2) How else should I store it? Should I encrypt the json file with a master
key?

3) This is correct but I just wanted a quick way to do it :) Thanks for the
concerns.

------
heegemcgee
Overall, i would say "using email for system tasks considered harmful". I have
worked several devops / sysadmin jobs where my inbox took weeks to tame with
filters because of rampant abuse of automated system emails.

Every alert should be actionable. And email doesn't have good reliability or
timeliness - it can take hours for me to get a push notification on my phone
that there is email, and in the evenings, i really shouldn't be looking at
email at all.
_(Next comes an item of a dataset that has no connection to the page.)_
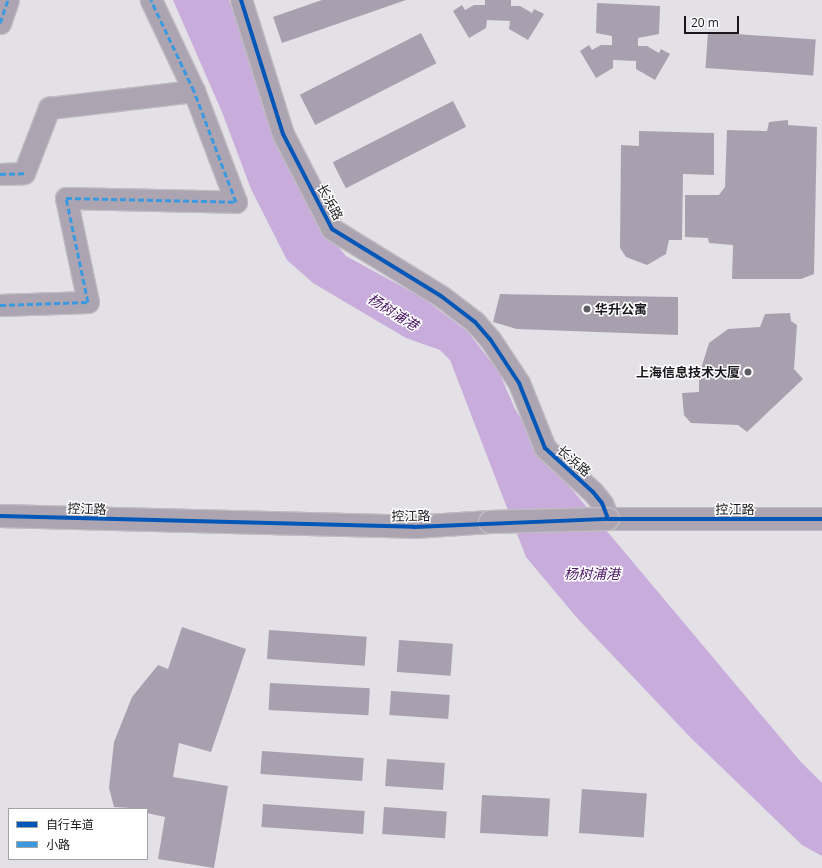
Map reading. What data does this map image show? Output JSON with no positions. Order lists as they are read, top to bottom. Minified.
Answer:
{"streets":{"main road":["控江路"],"street":["长浜路"]},"crossings":[["长浜路","控江路"]],"water":["杨树浦港"],"places":["华升公寓","上海信息技术大厦"],"legend":["自行车道","小路"],"scale_bar":"20 m"}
So we should be using a proper alert system via SMS (pagerduty
is pretty great for this, but i also like twilio, and amazon SNS is just fine
too).

More germaine to the topic at hand: I'd recommend a) setting up log monitors
with Nagios, or Zabbix, or your favorite tool. You want to regex match on
certain strings in the log file, like "Deadlock" or "out of memory". Pass that
alert on to your monitoring system and get a proper, actionable alert.

And b), aggregating the logs. As far as convenient access, i'd recommend
Graylog (or ELK or Splunk) if you have more than a handful of nodes. This
makes it easy to search through logs or review them without signing into all
those nodes. You can also push them over to Amazon Cloudwatch Logs for
archival and rudimentary search.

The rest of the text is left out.